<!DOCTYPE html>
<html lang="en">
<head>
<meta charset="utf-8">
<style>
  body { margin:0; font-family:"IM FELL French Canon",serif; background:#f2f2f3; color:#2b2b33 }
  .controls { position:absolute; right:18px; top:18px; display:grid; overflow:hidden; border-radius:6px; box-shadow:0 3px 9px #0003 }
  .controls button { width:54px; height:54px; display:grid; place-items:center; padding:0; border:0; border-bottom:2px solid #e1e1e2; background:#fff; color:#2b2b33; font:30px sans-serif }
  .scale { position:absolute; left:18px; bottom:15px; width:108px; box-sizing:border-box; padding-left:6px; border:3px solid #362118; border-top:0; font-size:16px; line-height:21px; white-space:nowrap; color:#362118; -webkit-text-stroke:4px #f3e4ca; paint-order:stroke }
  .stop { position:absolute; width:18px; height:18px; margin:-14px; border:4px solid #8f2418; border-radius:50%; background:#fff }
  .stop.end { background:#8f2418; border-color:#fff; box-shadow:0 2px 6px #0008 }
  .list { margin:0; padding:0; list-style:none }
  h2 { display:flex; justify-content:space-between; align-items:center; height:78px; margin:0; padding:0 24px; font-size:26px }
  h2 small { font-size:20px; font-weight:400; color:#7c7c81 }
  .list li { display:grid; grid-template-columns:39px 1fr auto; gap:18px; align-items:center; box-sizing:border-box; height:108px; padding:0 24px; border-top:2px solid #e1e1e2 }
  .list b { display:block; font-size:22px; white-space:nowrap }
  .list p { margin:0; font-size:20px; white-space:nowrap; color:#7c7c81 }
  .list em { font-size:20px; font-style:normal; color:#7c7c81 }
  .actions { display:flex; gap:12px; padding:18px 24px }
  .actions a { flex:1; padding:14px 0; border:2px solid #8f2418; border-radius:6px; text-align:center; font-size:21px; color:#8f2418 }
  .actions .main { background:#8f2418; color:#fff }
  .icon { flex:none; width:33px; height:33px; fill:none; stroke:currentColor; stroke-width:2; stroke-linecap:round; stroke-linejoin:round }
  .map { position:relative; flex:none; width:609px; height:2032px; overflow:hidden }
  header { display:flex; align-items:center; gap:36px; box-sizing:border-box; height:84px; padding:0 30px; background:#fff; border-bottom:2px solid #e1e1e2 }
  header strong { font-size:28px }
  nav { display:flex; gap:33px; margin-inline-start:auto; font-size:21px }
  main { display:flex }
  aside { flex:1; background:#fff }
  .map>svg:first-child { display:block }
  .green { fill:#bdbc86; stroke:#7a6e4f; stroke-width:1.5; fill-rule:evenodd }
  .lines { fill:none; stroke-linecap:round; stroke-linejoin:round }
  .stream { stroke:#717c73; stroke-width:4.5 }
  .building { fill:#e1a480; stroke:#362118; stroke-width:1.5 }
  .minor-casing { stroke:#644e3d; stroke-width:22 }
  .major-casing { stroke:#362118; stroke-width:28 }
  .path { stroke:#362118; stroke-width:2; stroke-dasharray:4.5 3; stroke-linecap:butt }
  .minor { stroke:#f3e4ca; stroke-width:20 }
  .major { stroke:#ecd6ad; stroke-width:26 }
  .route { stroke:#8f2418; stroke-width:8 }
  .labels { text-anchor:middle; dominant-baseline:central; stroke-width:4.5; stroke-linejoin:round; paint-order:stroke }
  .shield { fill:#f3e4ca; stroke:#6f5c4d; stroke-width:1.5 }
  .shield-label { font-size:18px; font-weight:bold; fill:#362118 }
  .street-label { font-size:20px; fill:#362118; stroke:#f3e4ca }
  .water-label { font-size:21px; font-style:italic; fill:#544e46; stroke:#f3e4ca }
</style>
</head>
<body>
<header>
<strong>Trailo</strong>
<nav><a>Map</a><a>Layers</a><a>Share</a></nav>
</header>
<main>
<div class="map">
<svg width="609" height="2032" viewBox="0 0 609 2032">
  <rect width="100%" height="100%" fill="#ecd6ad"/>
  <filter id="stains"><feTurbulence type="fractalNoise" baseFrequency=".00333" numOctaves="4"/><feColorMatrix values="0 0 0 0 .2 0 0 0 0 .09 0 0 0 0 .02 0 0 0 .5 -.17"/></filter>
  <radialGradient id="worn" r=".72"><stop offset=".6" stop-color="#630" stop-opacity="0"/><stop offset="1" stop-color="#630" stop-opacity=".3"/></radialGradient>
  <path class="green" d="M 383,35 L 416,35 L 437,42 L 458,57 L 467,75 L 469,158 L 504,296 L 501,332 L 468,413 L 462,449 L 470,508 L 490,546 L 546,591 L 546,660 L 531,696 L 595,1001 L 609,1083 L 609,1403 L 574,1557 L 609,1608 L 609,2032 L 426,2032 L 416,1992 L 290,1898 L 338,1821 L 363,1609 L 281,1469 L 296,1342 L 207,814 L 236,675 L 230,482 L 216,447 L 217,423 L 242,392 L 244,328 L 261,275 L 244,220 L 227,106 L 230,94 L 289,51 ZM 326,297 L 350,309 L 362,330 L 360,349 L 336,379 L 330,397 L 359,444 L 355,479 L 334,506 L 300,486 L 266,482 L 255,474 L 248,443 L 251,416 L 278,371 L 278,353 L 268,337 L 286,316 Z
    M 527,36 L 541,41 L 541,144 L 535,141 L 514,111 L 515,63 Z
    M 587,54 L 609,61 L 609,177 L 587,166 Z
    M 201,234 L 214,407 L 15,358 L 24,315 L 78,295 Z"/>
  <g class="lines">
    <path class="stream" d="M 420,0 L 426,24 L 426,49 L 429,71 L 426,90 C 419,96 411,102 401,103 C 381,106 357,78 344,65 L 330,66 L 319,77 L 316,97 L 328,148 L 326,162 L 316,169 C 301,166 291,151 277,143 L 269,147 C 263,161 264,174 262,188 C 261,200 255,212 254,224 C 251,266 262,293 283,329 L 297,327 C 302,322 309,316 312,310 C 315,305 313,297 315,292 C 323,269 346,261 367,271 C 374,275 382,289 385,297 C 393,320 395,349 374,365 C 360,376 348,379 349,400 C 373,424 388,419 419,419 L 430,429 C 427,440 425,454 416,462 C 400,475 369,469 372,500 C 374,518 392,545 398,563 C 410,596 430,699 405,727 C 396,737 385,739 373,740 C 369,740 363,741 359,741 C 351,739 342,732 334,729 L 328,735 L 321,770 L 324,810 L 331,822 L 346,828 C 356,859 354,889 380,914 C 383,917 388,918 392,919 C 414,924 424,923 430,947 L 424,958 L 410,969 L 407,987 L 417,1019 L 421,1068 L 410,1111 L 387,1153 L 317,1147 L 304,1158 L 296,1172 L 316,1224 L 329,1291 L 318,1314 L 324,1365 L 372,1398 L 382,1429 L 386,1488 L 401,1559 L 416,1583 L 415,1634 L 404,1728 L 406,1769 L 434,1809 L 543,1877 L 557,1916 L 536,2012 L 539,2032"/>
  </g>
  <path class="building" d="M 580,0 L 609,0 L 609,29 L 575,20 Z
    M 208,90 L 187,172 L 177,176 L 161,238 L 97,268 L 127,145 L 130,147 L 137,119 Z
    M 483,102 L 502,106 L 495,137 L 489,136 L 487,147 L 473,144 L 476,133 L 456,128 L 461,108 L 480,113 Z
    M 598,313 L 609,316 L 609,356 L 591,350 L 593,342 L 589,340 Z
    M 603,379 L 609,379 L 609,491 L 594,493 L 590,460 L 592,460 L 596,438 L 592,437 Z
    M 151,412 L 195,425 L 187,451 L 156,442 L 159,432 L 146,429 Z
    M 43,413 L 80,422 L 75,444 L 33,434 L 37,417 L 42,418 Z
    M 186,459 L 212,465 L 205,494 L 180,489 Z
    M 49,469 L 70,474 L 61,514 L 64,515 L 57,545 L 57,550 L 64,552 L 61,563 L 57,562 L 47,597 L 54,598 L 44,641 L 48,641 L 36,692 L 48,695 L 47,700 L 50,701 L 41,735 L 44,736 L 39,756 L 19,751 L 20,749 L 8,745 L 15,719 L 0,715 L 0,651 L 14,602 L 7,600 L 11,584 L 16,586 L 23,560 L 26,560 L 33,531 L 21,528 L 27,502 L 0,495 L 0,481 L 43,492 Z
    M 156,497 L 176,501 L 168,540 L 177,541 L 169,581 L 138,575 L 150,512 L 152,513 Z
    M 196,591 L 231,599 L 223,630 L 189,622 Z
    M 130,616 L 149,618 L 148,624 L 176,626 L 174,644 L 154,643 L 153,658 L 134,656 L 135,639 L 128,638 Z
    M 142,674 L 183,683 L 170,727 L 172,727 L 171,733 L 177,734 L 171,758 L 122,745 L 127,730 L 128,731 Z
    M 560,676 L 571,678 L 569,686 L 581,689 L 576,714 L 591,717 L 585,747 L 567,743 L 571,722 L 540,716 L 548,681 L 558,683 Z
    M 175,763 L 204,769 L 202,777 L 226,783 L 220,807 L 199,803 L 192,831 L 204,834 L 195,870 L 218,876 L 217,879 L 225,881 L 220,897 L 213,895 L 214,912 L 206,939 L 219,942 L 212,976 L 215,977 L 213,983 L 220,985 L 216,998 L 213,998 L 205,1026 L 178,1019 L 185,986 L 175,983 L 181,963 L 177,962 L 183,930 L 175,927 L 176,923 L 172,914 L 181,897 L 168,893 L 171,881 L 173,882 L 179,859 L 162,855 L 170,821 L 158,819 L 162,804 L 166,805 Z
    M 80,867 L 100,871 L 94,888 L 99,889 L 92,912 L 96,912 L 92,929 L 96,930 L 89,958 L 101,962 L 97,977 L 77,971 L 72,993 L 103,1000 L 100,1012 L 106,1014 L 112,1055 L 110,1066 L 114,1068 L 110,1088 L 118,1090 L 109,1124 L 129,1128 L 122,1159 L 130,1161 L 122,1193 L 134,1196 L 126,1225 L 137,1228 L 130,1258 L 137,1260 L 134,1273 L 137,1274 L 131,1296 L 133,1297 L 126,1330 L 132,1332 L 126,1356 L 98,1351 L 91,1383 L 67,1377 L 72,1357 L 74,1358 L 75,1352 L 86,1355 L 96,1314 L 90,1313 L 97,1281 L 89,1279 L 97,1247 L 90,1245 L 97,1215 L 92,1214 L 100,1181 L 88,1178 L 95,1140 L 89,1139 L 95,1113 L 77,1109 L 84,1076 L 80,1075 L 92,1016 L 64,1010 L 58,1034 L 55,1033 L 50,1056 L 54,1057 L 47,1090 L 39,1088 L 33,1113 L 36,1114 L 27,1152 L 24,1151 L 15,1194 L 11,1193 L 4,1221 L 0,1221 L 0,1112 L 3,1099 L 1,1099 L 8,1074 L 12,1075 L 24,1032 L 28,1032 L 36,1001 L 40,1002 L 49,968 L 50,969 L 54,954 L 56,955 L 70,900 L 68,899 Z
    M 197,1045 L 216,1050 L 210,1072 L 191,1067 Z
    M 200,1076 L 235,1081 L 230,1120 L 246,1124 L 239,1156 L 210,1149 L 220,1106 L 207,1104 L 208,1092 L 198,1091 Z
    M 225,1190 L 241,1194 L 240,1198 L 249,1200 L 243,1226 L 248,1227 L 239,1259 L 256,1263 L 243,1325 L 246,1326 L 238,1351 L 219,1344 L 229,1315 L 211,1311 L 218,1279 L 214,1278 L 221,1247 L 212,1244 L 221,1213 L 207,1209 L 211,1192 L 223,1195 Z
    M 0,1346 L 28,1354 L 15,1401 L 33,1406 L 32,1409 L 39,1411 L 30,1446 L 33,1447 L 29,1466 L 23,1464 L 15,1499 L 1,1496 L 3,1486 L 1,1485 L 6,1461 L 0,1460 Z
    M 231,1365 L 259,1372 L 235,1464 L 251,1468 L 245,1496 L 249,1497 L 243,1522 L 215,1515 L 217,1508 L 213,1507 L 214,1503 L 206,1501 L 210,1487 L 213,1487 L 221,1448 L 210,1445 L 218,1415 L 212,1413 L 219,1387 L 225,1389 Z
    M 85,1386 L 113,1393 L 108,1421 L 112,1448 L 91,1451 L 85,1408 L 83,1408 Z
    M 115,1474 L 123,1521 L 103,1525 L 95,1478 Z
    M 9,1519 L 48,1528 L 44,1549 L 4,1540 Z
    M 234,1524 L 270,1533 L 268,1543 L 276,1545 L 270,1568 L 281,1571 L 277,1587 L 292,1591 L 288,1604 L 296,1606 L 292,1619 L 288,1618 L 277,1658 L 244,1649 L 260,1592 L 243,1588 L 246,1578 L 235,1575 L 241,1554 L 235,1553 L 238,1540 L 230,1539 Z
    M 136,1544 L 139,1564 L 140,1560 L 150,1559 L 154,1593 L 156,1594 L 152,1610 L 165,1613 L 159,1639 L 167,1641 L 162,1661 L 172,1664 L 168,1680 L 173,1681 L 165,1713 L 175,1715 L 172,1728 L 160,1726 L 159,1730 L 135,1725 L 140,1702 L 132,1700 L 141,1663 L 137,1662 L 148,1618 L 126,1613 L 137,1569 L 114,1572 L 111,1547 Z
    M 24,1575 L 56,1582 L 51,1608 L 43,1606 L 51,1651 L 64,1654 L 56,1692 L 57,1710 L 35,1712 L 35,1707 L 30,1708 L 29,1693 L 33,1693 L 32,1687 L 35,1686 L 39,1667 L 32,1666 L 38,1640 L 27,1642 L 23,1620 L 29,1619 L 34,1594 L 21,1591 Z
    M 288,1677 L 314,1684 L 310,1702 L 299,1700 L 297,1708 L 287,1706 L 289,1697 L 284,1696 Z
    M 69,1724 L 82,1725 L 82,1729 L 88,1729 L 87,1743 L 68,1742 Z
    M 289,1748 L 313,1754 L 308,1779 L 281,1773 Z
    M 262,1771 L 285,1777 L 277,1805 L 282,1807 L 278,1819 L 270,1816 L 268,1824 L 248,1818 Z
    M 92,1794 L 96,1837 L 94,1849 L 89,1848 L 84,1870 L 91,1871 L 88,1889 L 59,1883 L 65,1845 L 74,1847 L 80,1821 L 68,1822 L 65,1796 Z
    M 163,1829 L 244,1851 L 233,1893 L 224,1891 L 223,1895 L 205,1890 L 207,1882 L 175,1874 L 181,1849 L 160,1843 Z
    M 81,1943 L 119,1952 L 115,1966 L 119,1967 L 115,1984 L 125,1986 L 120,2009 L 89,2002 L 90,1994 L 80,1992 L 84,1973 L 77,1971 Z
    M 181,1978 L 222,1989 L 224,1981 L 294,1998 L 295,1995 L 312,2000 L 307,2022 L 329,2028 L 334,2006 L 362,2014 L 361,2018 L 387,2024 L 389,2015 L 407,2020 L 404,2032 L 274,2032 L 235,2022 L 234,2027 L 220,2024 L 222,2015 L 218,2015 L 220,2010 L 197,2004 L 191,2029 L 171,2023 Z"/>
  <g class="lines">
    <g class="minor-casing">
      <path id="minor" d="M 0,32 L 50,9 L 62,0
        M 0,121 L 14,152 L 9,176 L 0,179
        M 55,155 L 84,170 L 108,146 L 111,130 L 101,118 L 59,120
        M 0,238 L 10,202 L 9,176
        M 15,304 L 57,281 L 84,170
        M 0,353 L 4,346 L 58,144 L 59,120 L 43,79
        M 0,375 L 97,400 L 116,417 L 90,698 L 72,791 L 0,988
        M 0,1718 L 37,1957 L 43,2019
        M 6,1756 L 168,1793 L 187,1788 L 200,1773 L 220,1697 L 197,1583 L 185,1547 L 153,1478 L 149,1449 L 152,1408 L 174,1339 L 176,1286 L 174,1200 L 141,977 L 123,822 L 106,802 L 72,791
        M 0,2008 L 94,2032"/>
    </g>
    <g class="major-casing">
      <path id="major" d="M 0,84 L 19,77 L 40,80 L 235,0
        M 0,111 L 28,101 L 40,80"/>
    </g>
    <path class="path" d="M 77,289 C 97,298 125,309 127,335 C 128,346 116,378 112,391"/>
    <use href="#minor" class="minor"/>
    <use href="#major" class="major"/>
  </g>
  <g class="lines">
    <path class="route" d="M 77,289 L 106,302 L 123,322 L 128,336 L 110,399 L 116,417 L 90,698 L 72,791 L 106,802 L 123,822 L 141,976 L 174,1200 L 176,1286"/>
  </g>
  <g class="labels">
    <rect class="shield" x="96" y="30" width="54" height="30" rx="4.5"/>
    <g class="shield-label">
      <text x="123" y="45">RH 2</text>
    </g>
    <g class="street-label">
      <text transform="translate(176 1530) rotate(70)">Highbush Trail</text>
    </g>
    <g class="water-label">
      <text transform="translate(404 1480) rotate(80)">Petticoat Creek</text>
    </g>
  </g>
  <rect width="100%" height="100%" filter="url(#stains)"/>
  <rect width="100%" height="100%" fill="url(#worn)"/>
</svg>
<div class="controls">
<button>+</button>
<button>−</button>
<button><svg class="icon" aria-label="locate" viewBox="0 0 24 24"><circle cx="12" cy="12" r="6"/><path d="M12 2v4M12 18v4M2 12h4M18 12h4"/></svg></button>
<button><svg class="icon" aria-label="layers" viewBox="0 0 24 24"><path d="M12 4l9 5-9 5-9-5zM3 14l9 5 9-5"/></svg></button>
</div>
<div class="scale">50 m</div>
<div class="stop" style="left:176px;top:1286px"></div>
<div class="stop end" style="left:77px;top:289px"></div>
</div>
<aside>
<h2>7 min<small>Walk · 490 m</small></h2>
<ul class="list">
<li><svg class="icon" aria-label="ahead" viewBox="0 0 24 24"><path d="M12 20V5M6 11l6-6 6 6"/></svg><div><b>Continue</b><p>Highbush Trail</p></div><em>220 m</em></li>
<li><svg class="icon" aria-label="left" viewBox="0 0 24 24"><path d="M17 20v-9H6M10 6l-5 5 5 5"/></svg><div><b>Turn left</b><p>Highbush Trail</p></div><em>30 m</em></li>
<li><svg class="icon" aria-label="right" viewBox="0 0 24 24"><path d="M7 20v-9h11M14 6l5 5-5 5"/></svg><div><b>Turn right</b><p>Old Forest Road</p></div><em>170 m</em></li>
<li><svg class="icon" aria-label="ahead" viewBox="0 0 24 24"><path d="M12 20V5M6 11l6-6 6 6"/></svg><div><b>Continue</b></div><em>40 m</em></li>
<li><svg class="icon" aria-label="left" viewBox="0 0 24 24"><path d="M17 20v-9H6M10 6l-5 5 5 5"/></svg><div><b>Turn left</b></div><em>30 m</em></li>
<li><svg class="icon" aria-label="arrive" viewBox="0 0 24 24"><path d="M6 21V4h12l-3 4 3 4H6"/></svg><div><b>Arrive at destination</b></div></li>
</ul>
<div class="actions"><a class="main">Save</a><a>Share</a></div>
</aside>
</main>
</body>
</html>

*****

- _Action item_
Copy the entries above exactly, but only from the line holding "609,29 L 575,20 Z" through the line holding "M 49,469 L 70,474", both included.

- _The completed task_
  <path class="building" d="M 580,0 L 609,0 L 609,29 L 575,20 Z
    M 208,90 L 187,172 L 177,176 L 161,238 L 97,268 L 127,145 L 130,147 L 137,119 Z
    M 483,102 L 502,106 L 495,137 L 489,136 L 487,147 L 473,144 L 476,133 L 456,128 L 461,108 L 480,113 Z
    M 598,313 L 609,316 L 609,356 L 591,350 L 593,342 L 589,340 Z
    M 603,379 L 609,379 L 609,491 L 594,493 L 590,460 L 592,460 L 596,438 L 592,437 Z
    M 151,412 L 195,425 L 187,451 L 156,442 L 159,432 L 146,429 Z
    M 43,413 L 80,422 L 75,444 L 33,434 L 37,417 L 42,418 Z
    M 186,459 L 212,465 L 205,494 L 180,489 Z
    M 49,469 L 70,474 L 61,514 L 64,515 L 57,545 L 57,550 L 64,552 L 61,563 L 57,562 L 47,597 L 54,598 L 44,641 L 48,641 L 36,692 L 48,695 L 47,700 L 50,701 L 41,735 L 44,736 L 39,756 L 19,751 L 20,749 L 8,745 L 15,719 L 0,715 L 0,651 L 14,602 L 7,600 L 11,584 L 16,586 L 23,560 L 26,560 L 33,531 L 21,528 L 27,502 L 0,495 L 0,481 L 43,492 Z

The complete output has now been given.